When did all start? Everything started back in 2005… Everything? Or did it all start in 2004, when I saw Erik Gandini’s Surplus and Kim Bartley and Donnacha O’Briain’s The Television will not be Televised at the Sarajevo Film Festival and thought about using the new auditorium of the Academy of Fine Arts for organizing screenings of political films. “We could call it Lens Politica”, I thought. That must be the beginning… But maybe it started before –maybe the day I got Douglas Kellner and Michael Ryan’s Camera Politica from a public library for preparing some courses, as it came to my mind when searching for a good name, as it had helped me to rethink on the political content of cinema as –paraphrasing Fredric Jameson– a “socially symbolic act”. Though actually the interest on the link between politics and cinema, as part of the culture industry, was in the background of some informal seminars we did with a professor back when I was in the university in Spain…

It seems really hard to figure out a plot line for a festival which is now turning 10 years old. But above all, what made it real was all that committed people that throughout these years turned a small educational project into a wonderful experience that has become a unique platform for discussing the role of culture within the current political, social and economical debates. Among those that have made it real during these years, I would like to underline the importance of Nina Toppila, who was involved since year one and whose role has been essential for keeping the festival alive for so long. I would like to name also the significant contribution of Hanna Eskonen, Kati Hurme, Nicolas Schevin, Mauro Fariñas, Sanna Kultanen, Adrián Aragonés, Kaisu Suopanki, Laura Gelmi, Jari Tamminen, Helena Mielonen, Susanna Okker, who were key for the development of the festival, and ask for forgiveness to all the others I’m forgetting to name in here. And of course, I couldn’t forget the wonderful guests who made the festival grow, bringing people from all sort of spectrums, such as The Yes Men, Norman Finkelstein, Erik Gandini, Danis Tanovic, Reverend Billy and Xiaolu Guo, among many others.

And why that concern for the politics of culture? Simple: because we aren’t –or want to be– idiots. And I don’t claim you can’t enjoy culture without considering its political content, but just that there’s no single social act –and any form of art is a social act in itself– without political content.
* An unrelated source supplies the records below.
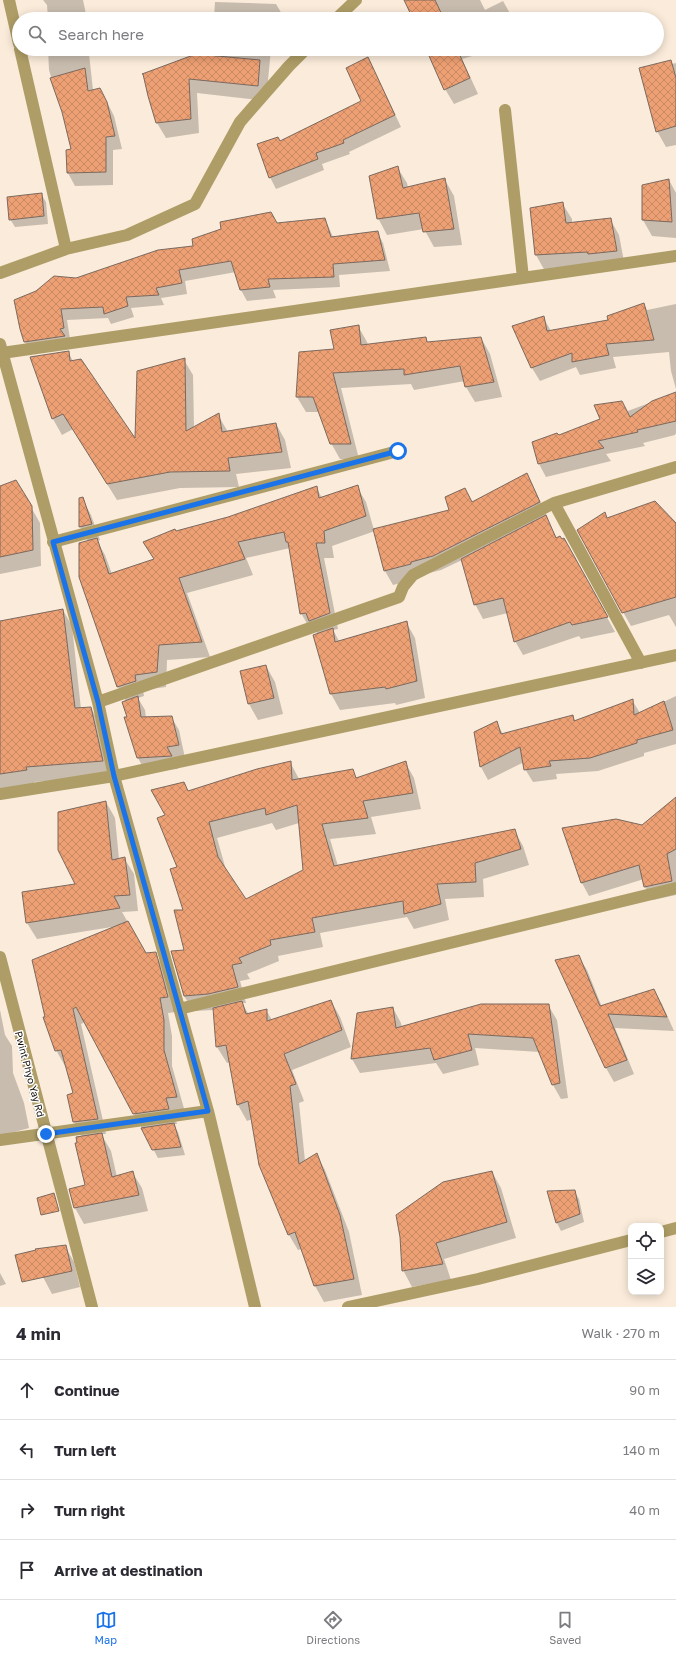 <!DOCTYPE html>
<meta charset="utf-8">
<style>
:root{--surface:#fff;--page:#f7f7f7;--text:#2b2b33;--muted:#7c7c81;--line:#e1e1e2;--accent:#1a73e8}
body{margin:0;font-family:"Golos Text",sans-serif;background:var(--page);color:var(--text)}
.controls{position:absolute;right:12px;bottom:12px;display:grid;overflow:hidden;border-radius:8px;box-shadow:0 2px 10px #0003}
.controls button{width:36px;height:36px;display:grid;place-items:center;padding:0;border:0;border-bottom:1px solid var(--line);background:var(--surface);color:var(--text);font:20px sans-serif}
.stop{position:absolute;width:12px;height:12px;margin:-9px;border:3px solid #1a73e8;border-radius:50%;background:#fff}
.stop.end{background:#1a73e8;border-color:#fff;box-shadow:0 1px 4px #0008}
.list{margin:0;padding:0;list-style:none}
h2{display:flex;justify-content:space-between;align-items:center;height:52px;margin:0;padding:0 16px;font-size:17px}
h2 small{font-size:13px;font-weight:400;color:var(--muted)}
.list li{display:grid;grid-template-columns:26px 1fr auto;gap:12px;align-items:center;box-sizing:border-box;height:60px;padding:0 16px;border-top:1px solid var(--line)}
.list b{display:block;font-size:15px;white-space:nowrap}
.list em{font-size:13px;font-style:normal;color:var(--muted)}
.icon{flex:none;width:22px;height:22px;fill:none;stroke:currentColor;stroke-width:2;stroke-linecap:round;stroke-linejoin:round}
.map{position:relative;flex:none;width:676px;height:1307px;overflow:hidden}
.search{position:absolute;background:var(--surface);box-shadow:0 2px 10px #0003;left:12px;right:12px;top:12px;height:44px;display:flex;align-items:center;gap:10px;box-sizing:border-box;padding:0 14px;border-radius:22px;color:var(--muted);font-size:15px}
.sheet{height:292px;background:var(--surface)}
nav{display:flex;justify-content:space-around;align-items:center;box-sizing:border-box;height:56px;border-top:1px solid var(--line);background:var(--surface);font-size:11px;color:var(--muted)}
nav a{display:grid;justify-items:center;gap:2px}
nav .on{color:var(--accent)}
.map>svg:first-child{display:block}
.shadow{fill:#0003;fill-rule:evenodd}
.building{fill:url(#building-cross-hatch);stroke:#7b695f;fill-rule:evenodd}
.lines{fill:none;stroke-linecap:round;stroke-linejoin:round}
.minor{stroke:#ae9d66;stroke-width:12}
.route{stroke:#1a73e8;stroke-width:5}
.labels{text-anchor:middle;dominant-baseline:central;stroke-width:3;stroke-linejoin:round;paint-order:stroke}
.street-label{font-size:10px;fill:#15100a;stroke:#fff}
</style>
<div class="map">
<svg width="676" height="1307" viewBox="0 0 676 1307">
<defs>
<pattern id="building-cross-hatch" width="8" height="8" patternUnits="userSpaceOnUse"><rect width="8" height="8" fill="#eda073"/><path d="M0 0l8 8M0 8l8-8" fill="none" stroke="#ca8962"/></pattern>
</defs>
<rect width="100%" height="100%" fill="#faebda"/>
<path class="shadow" d="M43 0H83L87 19H48L47 5Z
M405 0H480L485 10 503 1 513 19H414Z
M215 2 276 4 285 19H214Z
M48 49H94L95 53 89 54 93 90 107 102 114 116 122 149 113 150V185L75 186 68 173 72 150 63 111 58 99 49 70Z
M212 49H271L266 101 197 93 199 133 166 138 157 123 143 75Z
M427 49H496L462 59 478 94 454 104 445 89Z
M671 61 672 64 676 63V145L666 147 657 131Z
M374 70 401 127 349 152 350 154 322 164 324 170 276 189 270 177 280 142 363 101Z
M397 167 407 183 408 188 445 180 454 196 462 245 434 247 424 229 387 235 378 218Z
M669 180 676 193V238L652 236 643 220Z
M41 194 46 202 48 224 15 227 10 219Z
M562 203 572 219V223L610 219 619 235 625 267 545 271 536 255Z
M325 219 333 237 377 232 383 243 390 271 339 275 340 287 273 290 276 298 247 301 241 290 236 272 185 281 187 294 161 298 164 305 131 308 134 317 111 324 108 318 67 320 70 339 32 353 25 342 76 279 277 224Z
M644 304 647 310 676 304V389L671 371 669 352 613 357 616 368 580 375 576 367 540 381 532 368 543 317 551 331 610 321Z
M358 326 367 342 368 345 426 338 428 343 481 338 490 354 502 397 475 402 466 387 465 381 414 390 411 384 341 388 359 459H340L331 443 320 412H306L297 397 336 350Z
M68 352 73 361 136 441 184 360 193 375 194 428 218 415 228 432 276 424 285 440 291 468 236 474 239 487 180 488 117 500 73 429 62 435 53 419 31 357Z
M676 393V433L675 435 643 443 645 446 606 454 611 461 546 477 539 464 558 437Z
M526 474 534 488 547 516 546 517 557 538 572 553 615 632 581 639 579 636 523 655 515 641 508 613 483 619 475 604 462 560 441 570 418 576 419 578 393 585 385 571 375 531 332 546 334 558H324L338 629 333 630 339 641 406 622 415 638 425 698 396 705 395 703 340 710 331 694 314 636 318 634 314 628 310 629 301 613 290 548 246 558 253 575 187 593 210 657 167 660 166 687 143 690 144 696 138 698 145 710 146 718 171 717 179 730 185 758 174 759 178 769 145 771 138 758 126 718H129L126 701 118 687 80 577 88 541 80 527V499L82 498 91 515 100 540 97 541 105 555 112 574 155 560 176 532 229 518 316 487 322 498 357 487 366 502 374 530 450 510 465 489 473 503Z
M16 481 40 523 41 566 0 574V487Z
M605 513 608 519 676 524V627L669 615 631 626 623 612Z
M63 610 72 626 81 709 91 708 100 724 111 776 34 782 35 786 0 791V621Z
M266 666 275 682 283 714 258 720 249 704 241 672Z
M676 696V744L644 753V756L598 771 556 774 557 779 533 782 525 769 524 762 488 780 481 767 475 733 496 722 503 734 572 716 576 721 632 700 640 713Z
M290 762 299 779 352 770 357 778 405 762 414 778 421 809 371 817 376 834 330 839 338 866 514 830 523 846 529 865 483 879 484 897 445 899 449 920 414 929 407 917 320 933 323 947 278 956 279 961 247 974 250 979 240 981 246 1003H242L249 1015 266 1010 272 1020 331 1001 340 1017 351 1047 292 1070 304 1101 299 1103 305 1161 316 1154 325 1170 349 1232 362 1295 324 1302 315 1286 302 1249 298 1250 289 1235 260 1165 252 1119 247 1121 238 1105 230 1062 227 1063 217 1047 214 1010 194 1011 184 996 186 951 184 910 178 867 166 815 188 792ZM272 823 276 830 299 823 304 871 245 900 226 870 217 838Z
M676 798V895L653 900 645 887 644 879 589 896 582 883 642 826Z
M106 802 115 818 119 859 124 858 134 874 138 911 122 912 146 954 155 953 164 969 176 1012 168 1013 172 1036V1066L185 1112 174 1113 177 1124H173L178 1132 185 1155 158 1158 85 1022 81 1024 106 1134H101L111 1151 117 1177 132 1172 142 1188 148 1211 84 1224 75 1208 86 1185 82 1137 74 1122 68 1095 74 1094 67 1066H65L56 1050 44 1018 118 926 37 939 27 923 76 884Z
M578 956 587 970 602 1007 654 990 662 1004 674 1031 615 1028 634 1074 614 1082 606 1068 556 960Z
M548 1005 557 1020 568 1098 561 1099 553 1085 540 1052 475 1048 479 1065 443 1074 436 1063 360 1073 352 1059 393 1008 401 1023 402 1028Z
M0 1010 5 1035 12 1046 13 1073 24 1103 29 1128 0 1136Z
M492 1172 501 1188 516 1238 444 1259 451 1280 412 1287 403 1270Z
M574 1191 579 1199 584 1222 561 1231 557 1223Z
M65 1246 74 1262 80 1287 52 1294 43 1277 37 1250Z
M0 1273 6 1284 0 1286Z"/>
<path class="building" d="M404 0H435L444 19H413Z
M426 49H457L470 78 444 90Z
M196 54 260 60 258 86 189 79 191 119 156 123 148 96 143 74H142Z
M368 57 395 115 343 140 344 143 316 153 318 159 269 178 257 144 278 137 280 141 361 101 346 68Z
M671 60 676 78V126L656 132 639 68Z
M85 68 88 91 100 88 107 102 115 136 106 137V172L67 173 66 150 71 149 62 112 50 78Z
M398 166 403 188 445 178 454 229 423 232 419 213 377 219 369 176Z
M669 179 672 222 642 220V185Z
M42 193 44 216 9 220 7 197Z
M563 202 566 223 611 218 617 251 588 254 587 252 535 255 530 208Z
M271 212 277 223 325 218 331 237 378 231 385 260 333 264 334 277 268 279 270 287 240 290 231 261 179 270 182 283 156 288 159 295 126 297 128 306 104 314 103 307 61 309 64 328 60 329 65 336 24 342 20 329 14 300 36 291 54 276 76 278 158 250 193 246 192 239 221 229 220 222Z
M644 303 654 340 606 344 609 355 572 362V353L531 368 512 326 544 316 547 331 608 320 607 316Z
M359 325 361 345 426 337 427 342 481 337 494 382 465 387 460 366 404 375V369L333 373 351 444H330L313 397H296L299 352 334 349 330 330Z
M69 351 70 361 81 359 135 438 137 371 185 358 186 431 219 413 222 432 276 423 282 452 228 458 230 471 170 472 107 484 63 414 52 419 30 357Z
M676 392V421L637 430 638 432 598 441 604 448 538 464 532 442 557 433 559 435 600 419 594 405 622 401 630 417 652 401Z
M527 473 540 502 433 556 411 562V564L384 571 373 529 449 510 445 497 465 488 472 502Z
M16 480 32 506 33 550 0 557V486Z
M358 485 366 516 324 531 325 543H316L330 613 309 621 306 613 300 614 288 542H286L284 532 238 542 245 559 179 578 202 642 159 645 157 672 135 675 136 681 117 687 79 577V543L97 538 109 574 154 559 143 542 175 529 176 531 228 517 317 486 319 498Z
M83 497 92 524 79 527V498Z
M655 501 676 523V597L622 613 577 530 605 512 607 518Z
M546 515 556 538 560 536 562 539 564 538 608 617 572 625 570 622 514 642 503 598 474 605 461 559Z
M63 609 75 708 91 707 103 761 26 767 27 770 0 774V621Z
M407 621 417 681 386 689 385 687 330 694 313 635 333 628 335 642Z
M266 665 274 698 248 704 240 671Z
M138 696 141 717 172 716 179 745 167 747 172 756 137 758 124 717H127L122 702Z
M633 699 634 715 664 701 673 730 637 740V743L590 758 549 761 551 766 524 770 520 747 480 767 474 732 497 721 501 734 573 715 574 721Z
M291 761 292 780 353 769 356 778 406 761 413 793 363 801 368 818 322 824 334 866 515 829 521 849 475 863 476 882 437 884 441 904 404 914 403 901 312 918 315 932 270 940 271 945 239 958 242 963 232 965 238 987 208 994 184 996 171 951 184 950 174 910H183L170 869 177 867 157 818 165 815 151 790 184 782 188 791 257 769ZM297 805 303 870 246 899 218 857 209 822 265 808 266 815Z
M676 797V849L667 854 672 881 644 887 639 865 581 883 562 828 616 819 642 825Z
M106 801 112 860 125 857 130 895 114 896 120 908 26 923 22 892 75 884 58 850V812Z
M128 921 146 953 156 952 168 997 160 998 164 1020V1050L177 1097 166 1098 169 1109 133 1114 76 1007 73 1009 98 1119 73 1122 67 1095 73 1093 61 1050 55 1051 43 1017H45L32 960Z
M579 955 600 1006 654 989 667 1017 608 1014 627 1060 605 1068 555 960Z
M331 1000 342 1030 284 1054 296 1084 290 1086 299 1164 317 1153 340 1215 354 1279 314 1286 295 1232 288 1235 259 1165 248 1101 237 1105 226 1045 216 1047 213 1008 242 1001 246 1014 267 1009V1021Z
M481 1004H549L560 1083 552 1085 533 1038 468 1034 472 1050 434 1060 430 1048 351 1059 357 1013 393 1007 396 1028Z
M174 1123 181 1147 152 1150 141 1128Z
M102 1133 112 1177 133 1171 139 1195 74 1208 69 1189 85 1185 75 1143H77L76 1137Z
M492 1171 507 1222 436 1243 443 1264 402 1271 400 1237 396 1215 443 1182Z
M575 1190 580 1214 556 1223 547 1191Z
M54 1193 59 1211 41 1215 37 1198Z
M66 1245 72 1271 22 1282 15 1255 36 1250 35 1249Z"/>
<g class="lines">
<path class="minor" d="M9 0 19 44
M336 19 356 0
M20 49 66 249
M505 110 523 278
M0 273 66 249 127 235 195 204 240 122 289 66 306 49
M0 344 98 702 114 776 208 1111 255 1307
M2 353 676 256
M554 503 641 663
M53 542 398 451
M98 702 399 597 403 587 413 575 554 503 676 467
M0 794 114 776 676 655
M0 957 92 1307
M179 1009 676 888
M0 1140 208 1111
M661 1232 676 1228
M348 1307 478 1279 631 1240"/>
</g>
<g class="lines">
<path class="route" d="M46 1134 208 1111 114 776 98 702 53 542 398 451"/>
</g>
<g class="labels">
<g class="street-label">
<text transform="translate(30 1074) rotate(75)">Pwint Phyo Yay Rd</text>
</g>
</g>
</svg>
<div class="controls">
<button><svg class="icon" aria-label="locate" viewBox="0 0 24 24"><circle cx="12" cy="12" r="6"/><path d="M12 2v4M12 18v4M2 12h4M18 12h4"/></svg></button>
<button><svg class="icon" aria-label="layers" viewBox="0 0 24 24"><path d="M12 4l9 5-9 5-9-5zM3 14l9 5 9-5"/></svg></button>
</div>
<div class="stop" style="left:398px;top:451px"></div>
<div class="stop end" style="left:46px;top:1134px"></div>
<div class="search"><svg class="icon" aria-label="search" viewBox="0 0 24 24"><circle cx="10" cy="10" r="6"/><path d="M15 15l6 6"/></svg>Search here</div>
</div>
<section class="sheet">
<h2>4 min<small>Walk · 270 m</small></h2>
<ul class="list">
<li><svg class="icon" aria-label="ahead" viewBox="0 0 24 24"><path d="M12 20V5M6 11l6-6 6 6"/></svg><div><b>Continue</b></div><em>90 m</em></li>
<li><svg class="icon" aria-label="left" viewBox="0 0 24 24"><path d="M17 20v-9H6M10 6l-5 5 5 5"/></svg><div><b>Turn left</b></div><em>140 m</em></li>
<li><svg class="icon" aria-label="right" viewBox="0 0 24 24"><path d="M7 20v-9h11M14 6l5 5-5 5"/></svg><div><b>Turn right</b></div><em>40 m</em></li>
<li><svg class="icon" aria-label="arrive" viewBox="0 0 24 24"><path d="M6 21V4h12l-3 4 3 4H6"/></svg><div><b>Arrive at destination</b></div></li>
</ul>
</section>
<nav>
<a class="on"><svg class="icon" aria-label="map" viewBox="0 0 24 24"><path d="M3 6l6-2 6 2 6-2v14l-6 2-6-2-6 2zM9 4v14M15 6v14"/></svg>Map</a>
<a><svg class="icon" aria-label="directions" viewBox="0 0 24 24"><path d="M12 3l9 9-9 9-9-9zM9 14v-3h6M13 9l2 2-2 2"/></svg>Directions</a>
<a><svg class="icon" aria-label="saved" viewBox="0 0 24 24"><path d="M7 4h10v16l-5-4-5 4z"/></svg>Saved</a>
</nav>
And I aim here at its etymological root, as the Greek “πολιτικός” (“politikós”) referred to “of the citizens”. Thus, every matter of the “πόλις” (“pólis") was an affair of the citizens, as all of them were part of its government. These issues were “political”, in opposition to the personal or private matters, which were “ἰδιωτικός” (“idiotikós”). Those citizens that didn’t care for what happened in the “pólis" were “ἰδιώτες” (“idiotes”), which meant “private citizens” or “uncultured” –what centuries later became an “idiot”.

As simple as that, we just want to stop idiocy –even our own– by being political. That’s what Lens Politica always aimed at.

Alejandro Pedregal, Lens Politica director from 2005 until 2011.